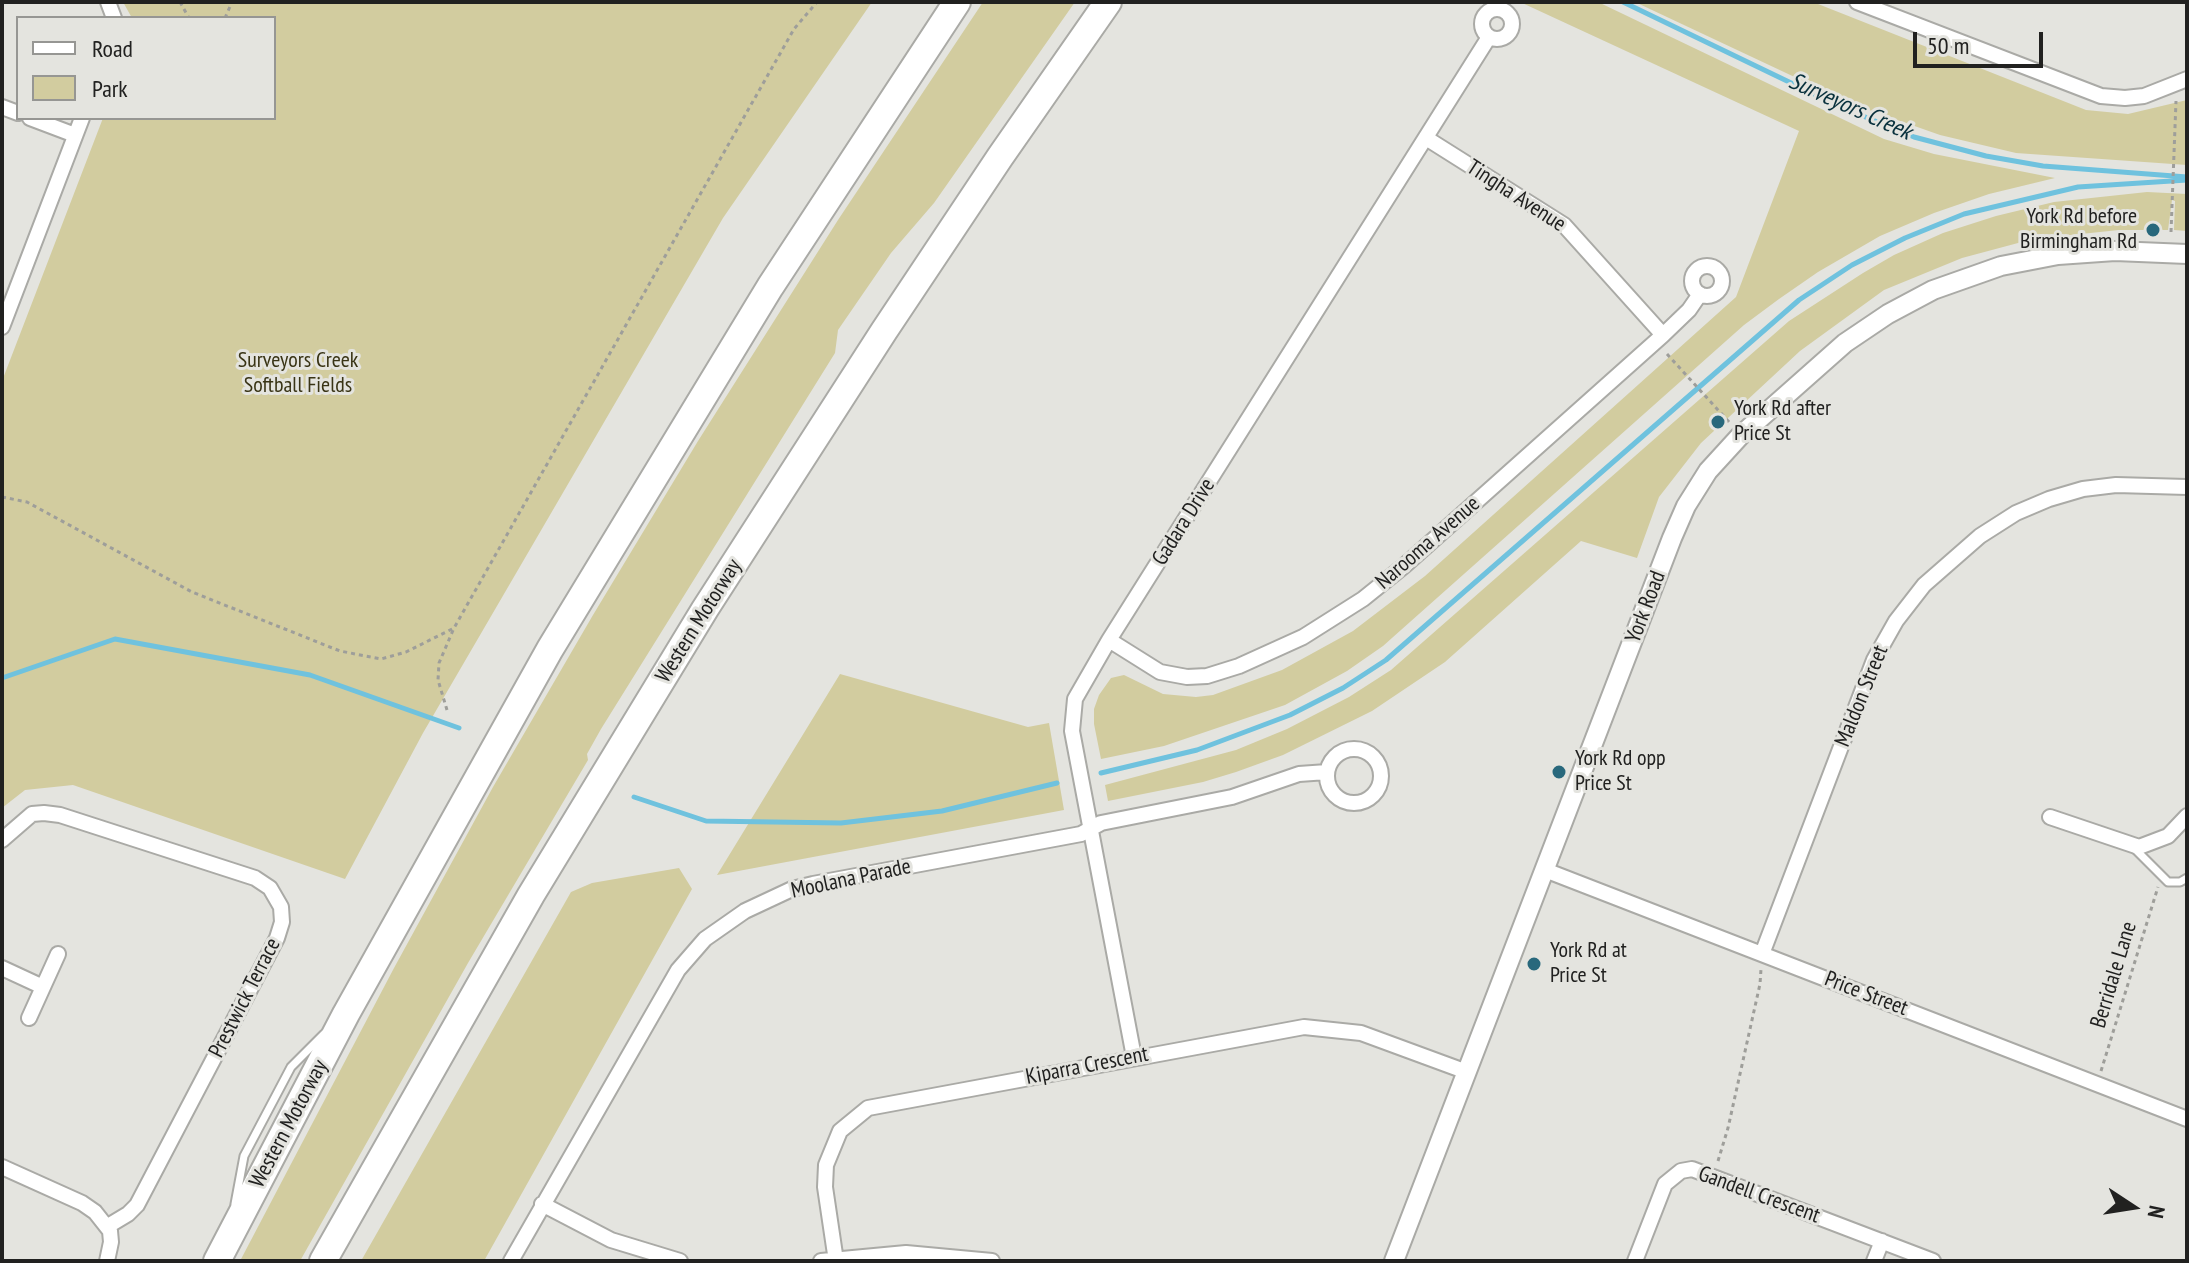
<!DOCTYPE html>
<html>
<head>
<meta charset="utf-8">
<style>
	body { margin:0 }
	#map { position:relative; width:2189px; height:1263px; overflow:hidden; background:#e4e4df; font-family:"PT Sans Narrow",sans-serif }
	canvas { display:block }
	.frame { position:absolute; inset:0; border:4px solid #212120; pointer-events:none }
	.legend { position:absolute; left:16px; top:16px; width:260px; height:104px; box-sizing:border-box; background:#e4e4df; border:2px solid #969693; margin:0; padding:10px 14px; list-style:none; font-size:24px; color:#212120 }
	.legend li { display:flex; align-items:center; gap:16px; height:40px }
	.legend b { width:40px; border:2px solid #969693 }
	.north { position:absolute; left:2093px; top:1167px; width:80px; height:80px; -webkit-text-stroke:6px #e4e4df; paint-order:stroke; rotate:102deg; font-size:22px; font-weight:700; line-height:32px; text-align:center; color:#212120 }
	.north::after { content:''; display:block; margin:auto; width:28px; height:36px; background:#212120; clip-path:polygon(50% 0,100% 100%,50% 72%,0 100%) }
	.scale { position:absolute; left:1913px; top:32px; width:130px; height:36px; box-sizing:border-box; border:4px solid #212120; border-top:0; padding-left:10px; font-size:24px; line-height:28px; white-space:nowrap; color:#212120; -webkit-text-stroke:6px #e4e4df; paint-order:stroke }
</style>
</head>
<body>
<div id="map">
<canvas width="2189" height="1263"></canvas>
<div class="frame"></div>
<ul class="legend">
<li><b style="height:10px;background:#fff"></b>Road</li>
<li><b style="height:22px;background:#d2cc9f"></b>Park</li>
</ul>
<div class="north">N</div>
<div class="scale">50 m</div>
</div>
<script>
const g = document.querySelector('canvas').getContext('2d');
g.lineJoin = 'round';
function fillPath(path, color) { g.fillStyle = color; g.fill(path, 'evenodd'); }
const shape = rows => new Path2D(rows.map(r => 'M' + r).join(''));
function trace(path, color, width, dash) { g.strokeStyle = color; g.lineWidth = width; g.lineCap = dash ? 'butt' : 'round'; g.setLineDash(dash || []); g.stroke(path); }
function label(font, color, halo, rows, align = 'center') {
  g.font = font + ' "PT Sans Narrow",sans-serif'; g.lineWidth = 6; g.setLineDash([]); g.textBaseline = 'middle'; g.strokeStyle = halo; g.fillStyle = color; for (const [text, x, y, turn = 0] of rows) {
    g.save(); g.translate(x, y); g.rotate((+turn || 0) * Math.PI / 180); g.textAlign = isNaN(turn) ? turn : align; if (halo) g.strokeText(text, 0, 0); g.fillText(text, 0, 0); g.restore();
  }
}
fillPath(shape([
	[123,2,872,2,723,218,423,733,345,879,73,785,25,790,2,808,2,381,103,118,274,118,274,18,132,18],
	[983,2,1075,2,934,203,891,253,838,330,835,353,601,729,587,754,588,760,468,963,300,1261,240,1261,394,968,493,787,593,615,698,441,838,220],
	[1520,2,1598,2,1884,139,1934,154,2055,178,1989,194,1934,213,1880,236,1818,272,1779,299,1744,325,1383,646,1347,671,1285,705,1164,746,1101,759,1094,724,1094,709,1099,695,1111,678,1124,675,1163,694,1196,697,1213,695,1282,670,1353,631,1425,576,1736,297,1799,131],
	[1635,2,1813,2,2086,110,2128,114,2187,100,2187,165,2016,153,1940,135,1852,104],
	[2147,192,2187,194,2187,231,2174,230,2175,201,2172,200,2168,230,2119,230,2033,239,1962,258,1884,290,1800,351,1701,443,1659,497,1637,558,1581,541,1445,662,1372,711,1283,755,1236,772,1203,782,1108,801,1105,785,1236,750,1287,729,1349,697,1391,670,1789,321,1863,273,1894,255,1943,233,1996,216,2054,202],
	[840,674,1028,727,1049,723,1064,810,717,875],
	[679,868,692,889,484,1261,361,1261,571,892,592,883]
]), '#d2cc9f');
trace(shape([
	[1623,2,1841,107,1914,137,1986,156,2043,166,2187,177],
	[2,678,115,639,310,675,459,728],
	[1101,773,1197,750,1290,715,1343,688,1386,660,1799,300,1852,265,1905,238,1964,214,2078,187,2187,180],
	[634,797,706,821,841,823,942,811,1057,783]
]), '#6fc2de', 5);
const service = shape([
	[2136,850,2168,882,2180,882,2187,878],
	[235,1204,244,1156,291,1067,324,1034]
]);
const minor = shape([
	[108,2,114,18],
	[1857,2,2101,96,2125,98,2144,96,2187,79],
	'1482 24a15 15 0 1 1 30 0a15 15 0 1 1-30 0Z',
	[2,107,18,113],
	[30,118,75,135],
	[1426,138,1564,225,1663,335],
	'1692 281a15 15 0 1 1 30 0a15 15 0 1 1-30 0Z',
	[2,327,82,118],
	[1109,640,1160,672,1187,677,1207,676,1239,666,1303,637,1363,599,1404,566,1663,335,1689,310,1700,294],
	'1327 776a27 27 0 1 1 54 0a27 27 0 1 1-54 0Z',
	[2050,817,2139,847,2168,836,2187,816],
	[2,840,32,814,44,813,60,815,255,878,270,888,281,907,282,922,277,938,137,1205,128,1214,108,1226],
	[1545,870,2187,1119],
	[1762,954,1874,660,1896,621,1924,585,1980,536,2016,513,2049,499,2083,489,2116,485,2187,487],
	[2,968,43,987],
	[29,1018,58,954],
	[1134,1057,1072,731,1075,699,1109,640,1489,37],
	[2,1167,82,1203,95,1212,110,1231,111,1242,107,1261],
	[542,1204,611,1240,680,1261],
	[511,1261,678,970,705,939,745,911,792,889,813,884,1081,834,1101,823,1232,797,1299,774,1327,772],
	[821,1261,906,1253,992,1261],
	[836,1261,825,1187,826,1165,840,1131,868,1108,1304,1027,1361,1033,1467,1072],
	[1635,1261,1665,1184,1681,1171,1692,1169,1933,1261],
	[1874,1261,1882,1241]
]);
const tertiary = shape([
	[1394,1261,1672,538,1686,506,1708,471,1740,436,1845,343,1888,314,1933,290,2001,266,2058,255,2115,251,2187,254]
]);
const motorway = shape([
	[217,1261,346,1014,550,649,770,287,957,2],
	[323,1261,531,895,705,609,884,331,1000,157,1108,2]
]);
trace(service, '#aaaaa6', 11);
trace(minor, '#aaaaa6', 18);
trace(tertiary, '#aaaaa6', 22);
trace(motorway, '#aaaaa6', 30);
trace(shape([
	[180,2,189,18],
	[225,18,232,2],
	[2171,232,2176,101],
	[1667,354,1729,422],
	[2,497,27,502,192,592,340,651,381,659,406,652,454,628,794,29,817,2],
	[447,710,438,680,439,663,454,628],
	[2101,1071,2158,887],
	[1718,1161,1728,1128,1760,984,1761,969]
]), '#9e9e9a', 3, [4, 4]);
trace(service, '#fff', 7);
trace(minor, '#fff', 14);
trace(tertiary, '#fff', 18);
trace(motorway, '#fff', 26);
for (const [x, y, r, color] of [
	[2153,230,8,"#28687c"],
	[1718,422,8,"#28687c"],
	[1559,772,8,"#28687c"],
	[1534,964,8,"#28687c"]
]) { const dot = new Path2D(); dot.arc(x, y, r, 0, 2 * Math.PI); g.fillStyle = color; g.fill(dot); trace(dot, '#e4e4df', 3); }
label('22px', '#212120', '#e4e4df', [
	["Tingha Avenue",1516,196,33],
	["Gadara Drive",1184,522,-58],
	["Narooma Avenue",1428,543,-41],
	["York Road",1646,607,-69],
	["Western Motorway",699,621,-58],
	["Maldon Street",1862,696,-68],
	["Moolana Parade",851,879,-12],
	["Berridale Lane",2114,975,-73],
	["Price Street",1866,994,21],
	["Prestwick Terrace",245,998,-63],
	["Kiparra Crescent",1087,1066,-11],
	["Western Motorway",289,1124,-62],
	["Gandell Crescent",1759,1195,20]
]);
label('22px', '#212120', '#e4e4df', [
	["York Rd before",2137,217,"right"],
	["Birmingham Rd",2137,242,"right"],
	["York Rd after",1734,409],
	["Price St",1734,434],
	["York Rd opp",1575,759],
	["Price St",1575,784],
	["York Rd at",1550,951],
	["Price St",1550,976]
], 'left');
label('22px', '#393415', '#e4e4df', [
	["Surveyors Creek",298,361],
	["Softball Fields",298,386]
]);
label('italic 24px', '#09313d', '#e4e4df', [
	["Surveyors Creek",1850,107,24]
]);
</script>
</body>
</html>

• _WHAT YOU HAVE TO DO_:
Beginning at the line with "g.font = font" and ending at the line with "[235,1204,244,1156,291,1067,324,1034]", reproduce each line of the data above exactly, and add no other lines.

• _ANSWER FOR THE TASK_:
  g.font = font + ' "PT Sans Narrow",sans-serif'; g.lineWidth = 6; g.setLineDash([]); g.textBaseline = 'middle'; g.strokeStyle = halo; g.fillStyle = color; for (const [text, x, y, turn = 0] of rows) {
    g.save(); g.translate(x, y); g.rotate((+turn || 0) * Math.PI / 180); g.textAlign = isNaN(turn) ? turn : align; if (halo) g.strokeText(text, 0, 0); g.fillText(text, 0, 0); g.restore();
  }
}
fillPath(shape([
	[123,2,872,2,723,218,423,733,345,879,73,785,25,790,2,808,2,381,103,118,274,118,274,18,132,18],
	[983,2,1075,2,934,203,891,253,838,330,835,353,601,729,587,754,588,760,468,963,300,1261,240,1261,394,968,493,787,593,615,698,441,838,220],
	[1520,2,1598,2,1884,139,1934,154,2055,178,1989,194,1934,213,1880,236,1818,272,1779,299,1744,325,1383,646,1347,671,1285,705,1164,746,1101,759,1094,724,1094,709,1099,695,1111,678,1124,675,1163,694,1196,697,1213,695,1282,670,1353,631,1425,576,1736,297,1799,131],
	[1635,2,1813,2,2086,110,2128,114,2187,100,2187,165,2016,153,1940,135,1852,104],
	[2147,192,2187,194,2187,231,2174,230,2175,201,2172,200,2168,230,2119,230,2033,239,1962,258,1884,290,1800,351,1701,443,1659,497,1637,558,1581,541,1445,662,1372,711,1283,755,1236,772,1203,782,1108,801,1105,785,1236,750,1287,729,1349,697,1391,670,1789,321,1863,273,1894,255,1943,233,1996,216,2054,202],
	[840,674,1028,727,1049,723,1064,810,717,875],
	[679,868,692,889,484,1261,361,1261,571,892,592,883]
]), '#d2cc9f');
trace(shape([
	[1623,2,1841,107,1914,137,1986,156,2043,166,2187,177],
	[2,678,115,639,310,675,459,728],
	[1101,773,1197,750,1290,715,1343,688,1386,660,1799,300,1852,265,1905,238,1964,214,2078,187,2187,180],
	[634,797,706,821,841,823,942,811,1057,783]
]), '#6fc2de', 5);
const service = shape([
	[2136,850,2168,882,2180,882,2187,878],
	[235,1204,244,1156,291,1067,324,1034]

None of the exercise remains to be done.